Something trivial, in fact, according to the Deputy.

I said "incidental". Take, for instance, the factory with a turnover of £100,000 or £200,000 per year and making profits of some thousands a year. If that concern has to pay, say, £400 or £500 per year in rates, that will not be—as Deputy O'Higgins says—a tax on enterprise. Most people either in business or in industry want a service for the rates they pay, and most of the people who pay rates realise that the payment to local authorities of the very considerable amount of money collected is for the social services and not for actual civic administration. Deputy Morrissey laughs at that. I invite Deputy Morrissey to look up the account which the Dublin Corporation have to meet, by way of statutory payments, for the upkeep of institutions such as Grangegorman Mental Hospital——

That is the Deputy's third time bringing in social services on a discussion on a Valuation Bill. The Deputy has only about two minutes to go and then he will have carried out his allotted task.

I rose to speak on this Bill because I am interested in the subject of valuations.

That is what you were put up for.

The Deputy said that some time ago he read some statement which I made with regard to the remission of rates. If the Deputy has any intelligence at all he must surely realise that the very fact that I made that statement indicates that I had some thoughts on the matter of valuations.

The statement was made by the Deputy a week after the introduction of this Bill.

Of course, every good idea that the Fianna Fáil Government ever got—including the Constituation—was as a result of ideas which they got from the people who are now sitting on the Opposition Benches.

Not all of them.

The trouble is that when the people opposite were on these Government Benches they were unable to carry out the things which they say they were able to get us to do. They could not do it themselves. I want the Minister—when he is replying to this debate——

Mr. O'Higgins

He will not be replying.

——to indicate to the House whether the Government are prepared to consider the introduction of a Bill to deal with this whole question. I want him also to indicate whether he would be prepared to consider including in that Bill a formula which will be a yardstick for ordinary people so that, before they make certain alterations or certain additions, they will know what they will have to pay by way of additional rates arising from an additional or new valuation of their premises.

Mr.

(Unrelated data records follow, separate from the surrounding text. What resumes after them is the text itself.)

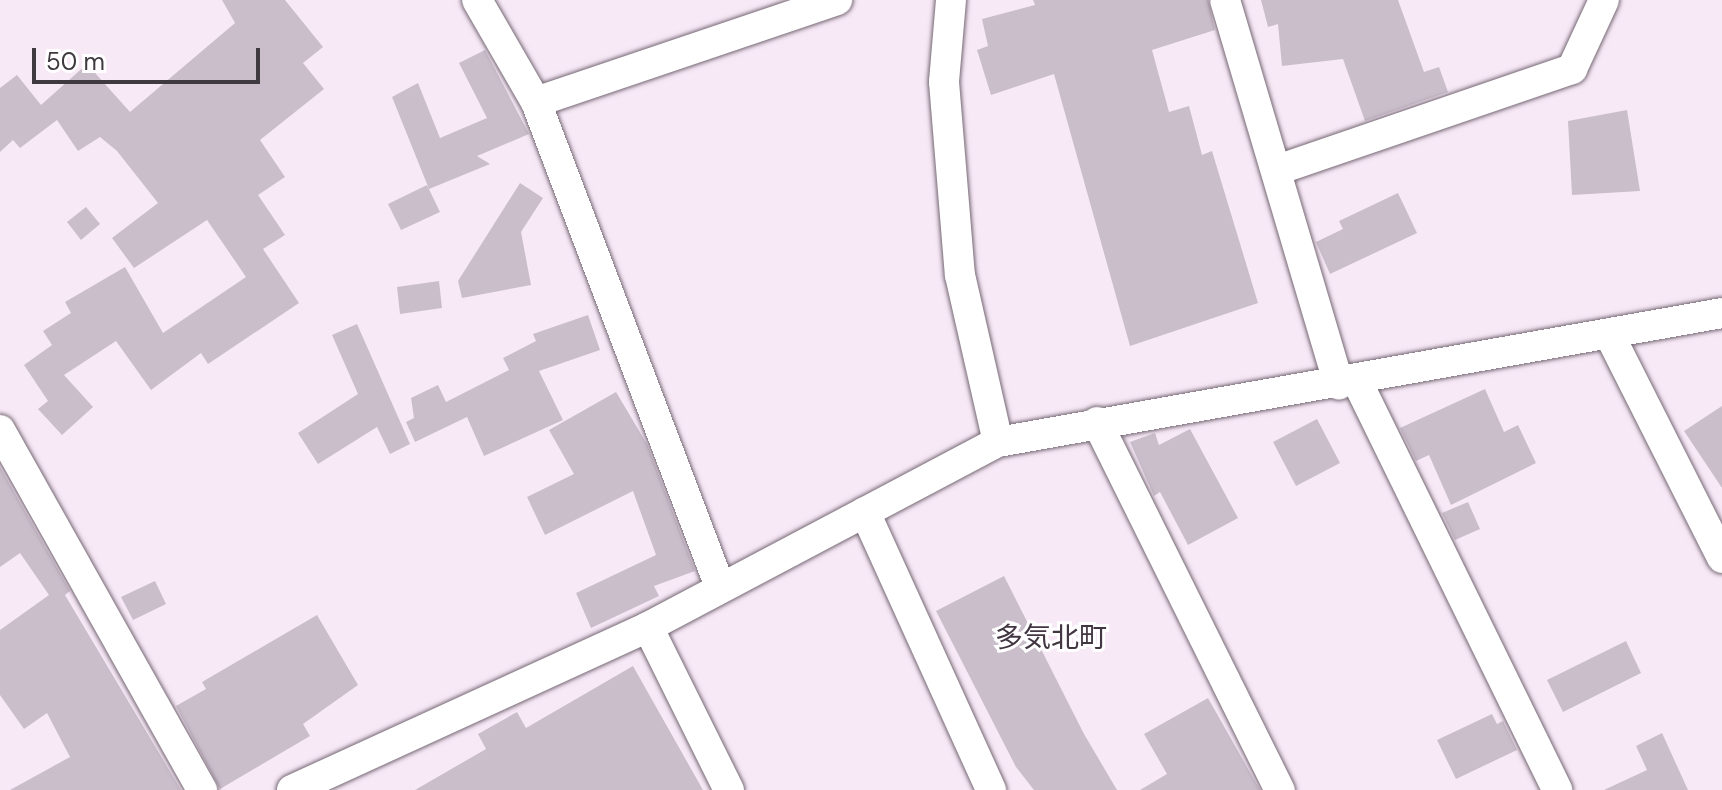 <!DOCTYPE html>
<meta charset="utf-8">
<style>
body{margin:0}
#map{position:relative;width:1722px;height:790px;overflow:hidden;background:#f8e9f7;font-family:"DM Sans","Noto Sans JP",sans-serif}
div>[style]{position:absolute}
.building>*{inset:0;background:#cbbecb}
.roads{filter:drop-shadow(0 0 2px #756874) drop-shadow(0 0 2px #756874)}
.minor>*{height:30px;margin:-15px;padding:0 15px;transform-origin:15px;border-radius:15px;background:#fff}
span{translate:-50% -50%;white-space:nowrap;text-align:center;line-height:1.15;-webkit-text-stroke:6px #fff;paint-order:stroke}
.quarter-label{font-size:28px;color:#413641}
.scale{position:absolute;left:32px;top:48px;width:228px;height:36px;box-sizing:border-box;border:4px solid #3f3a3f;border-top:0;padding-left:10px;font-size:24px;line-height:28px;white-space:nowrap;color:#3f3a3f;-webkit-text-stroke:6px #fff;paint-order:stroke}
</style>
<div id="map">
<div class="building">
<i style="clip-path:polygon(222px 0,285px 0,323px 47px,303px 63px,324px 89px,260px 140px,285px 177px,258px 195px,285px 235px,263px 249px,299px 303px,208px 364px,201px 353px,151px 390px,116px 341px,64px 375px,93px 407px,62px 435px,38px 409px,48px 401px,24px 365px,52px 345px,43px 331px,71px 313px,65px 302px,125px 267px,163px 333px,246px 277px,207px 220px,134px 268px,112px 238px,158px 203px,117px 151px,100px 137px,78px 151px,57px 120px,20px 148px,13px 140px,0 152px,0 88px,17px 75px,41px 105px,87px 64px,130px 112px,235px 23px)"></i>
<i style="clip-path:polygon(1033px 0,1208px 0,1215px 30px,1152px 50px,1169px 112px,1189px 106px,1202px 155px,1212px 151px,1258px 303px,1130px 346px,1054px 74px,991px 95px,977px 50px,988px 46px,982px 19px,1035px 5px)"></i>
<i style="clip-path:polygon(1261px 0,1398px 0,1424px 72px,1439px 67px,1448px 92px,1365px 121px,1343px 59px,1282px 66px,1278px 24px,1268px 27px)"></i>
<i style="clip-path:polygon(485px 50px,529px 134px,477px 156px,490px 164px,429px 189px,392px 97px,418px 83px,440px 138px,487px 118px,459px 63px)"></i>
<i style="clip-path:polygon(1627px 110px,1640px 191px,1572px 195px,1568px 121px)"></i>
<i style="clip-path:polygon(520px 183px,543px 198px,521px 232px,531px 285px,462px 298px,458px 281px)"></i>
<i style="clip-path:polygon(427px 185px,440px 212px,401px 230px,388px 204px)"></i>
<i style="clip-path:polygon(1398px 193px,1417px 233px,1330px 274px,1316px 242px,1343px 229px,1339px 221px)"></i>
<i style="clip-path:polygon(86px 207px,100px 224px,81px 240px,67px 222px)"></i>
<i style="clip-path:polygon(439px 281px,442px 308px,400px 314px,397px 287px)"></i>
<i style="clip-path:polygon(588px 315px,600px 350px,539px 371px,563px 420px,484px 456px,467px 417px,415px 442px,406px 422px,414px 418px,411px 398px,438px 385px,446px 402px,509px 370px,503px 358px,536px 341px,533px 334px)"></i>
<i style="clip-path:polygon(357px 324px,410px 444px,390px 454px,377px 427px,318px 464px,298px 433px,358px 394px,332px 335px)"></i>
<i style="clip-path:polygon(1485px 389px,1504px 432px,1518px 425px,1536px 463px,1451px 505px,1429px 455px,1416px 461px,1400px 428px)"></i>
<i style="clip-path:polygon(616px 392px,647px 444px,695px 571px,654px 586px,659px 596px,591px 628px,576px 593px,656px 555px,633px 491px,545px 535px,527px 497px,574px 474px,549px 430px)"></i>
<i style="clip-path:polygon(1722px 406px,1722px 488px,1684px 431px)"></i>
<i style="clip-path:polygon(1317px 419px,1340px 463px,1296px 486px,1273px 442px)"></i>
<i style="clip-path:polygon(1190px 429px,1238px 518px,1188px 545px,1160px 492px,1154px 496px,1130px 442px,1155px 433px,1159px 445px)"></i>
<i style="clip-path:polygon(0 467px,70px 591px,65px 595px,181px 790px,10px 790px,70px 757px,47px 713px,24px 729px,0 695px,0 630px,49px 595px,20px 553px,0 567px)"></i>
<i style="clip-path:polygon(1468px 502px,1480px 529px,1455px 540px,1442px 513px)"></i>
<i style="clip-path:polygon(1004px 576px,1084px 734px,1117px 790px,1034px 790px,1016px 767px,936px 611px)"></i>
<i style="clip-path:polygon(155px 581px,166px 604px,133px 620px,121px 597px)"></i>
<i style="clip-path:polygon(317px 615px,358px 685px,303px 724px,310px 736px,220px 789px,176px 706px,206px 689px,202px 682px)"></i>
<i style="clip-path:polygon(1626px 641px,1641px 673px,1563px 712px,1547px 680px)"></i>
<i style="clip-path:polygon(633px 666px,703px 790px,415px 790px,486px 749px,478px 734px,517px 712px,526px 728px)"></i>
<i style="clip-path:polygon(1208px 698px,1260px 790px,1140px 790px,1167px 774px,1144px 734px)"></i>
<i style="clip-path:polygon(1492px 714px,1497px 724px,1503px 721px,1517px 750px,1456px 779px,1437px 740px)"></i>
<i style="clip-path:polygon(1662px 733px,1688px 790px,1604px 790px,1647px 770px,1636px 746px)"></i>
</div>
<div class="roads">
<div class="minor">
<i style="left:477px;top:0;width:118px;rotate:60deg"></i>
<i style="left:536px;top:102px;width:519px;rotate:69.22deg"></i>
<i style="left:951px;top:0;width:82px;rotate:94.9deg"></i>
<i style="left:944px;top:82px;width:194px;rotate:85.3deg"></i>
<i style="left:960px;top:275px;width:171px;rotate:77.2deg"></i>
<i style="left:1225px;top:0;width:401px;rotate:73.5deg"></i>
<i style="left:536px;top:102px;width:318px;rotate:-18.7deg"></i>
<i style="left:1280px;top:169px;width:309px;rotate:-18.9deg"></i>
<i style="left:1572px;top:69px;width:76px;rotate:-65.1deg"></i>
<i style="left:1609px;top:334px;width:251px;rotate:63.2deg"></i>
<i style="left:1357px;top:381px;width:455px;rotate:63.9deg"></i>
<i style="left:1097px;top:422px;width:411px;rotate:63.6deg"></i>
<i style="left:0;top:430px;width:413px;rotate:60.7deg"></i>
<i style="left:865px;top:512px;width:305px;rotate:65.6deg"></i>
<i style="left:648px;top:627px;width:182px;rotate:63.6deg"></i>
<i style="left:292px;top:790px;width:392px;rotate:-24.6deg"></i>
<i style="left:648px;top:627px;width:396px;rotate:-27.9deg"></i>
<i style="left:998px;top:442px;width:735px;rotate:-10.1deg"></i>
</div>
</div>
<div class="quarter-label">
<span style="left:1051px;top:638px">多気北町</span>
</div>
<div class="scale">50 m</div>
</div>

O'Higgins

May Deputy Davin leave now?

That is a thing which we want to get done. Deputy O'Higgins keeps on interrupting. Does he want me to move the Adjournment?

Mr. O'Higgins

May Deputy Davin go now?

The silken thread by which Deputy Davin is bound to me is now thrown over to him. I move the adjournment of the debate.

Debate adjourned.
The Dáil adjourned at 10.30 p.m. until 3 p.m. on Thursday, 22nd October, 1953.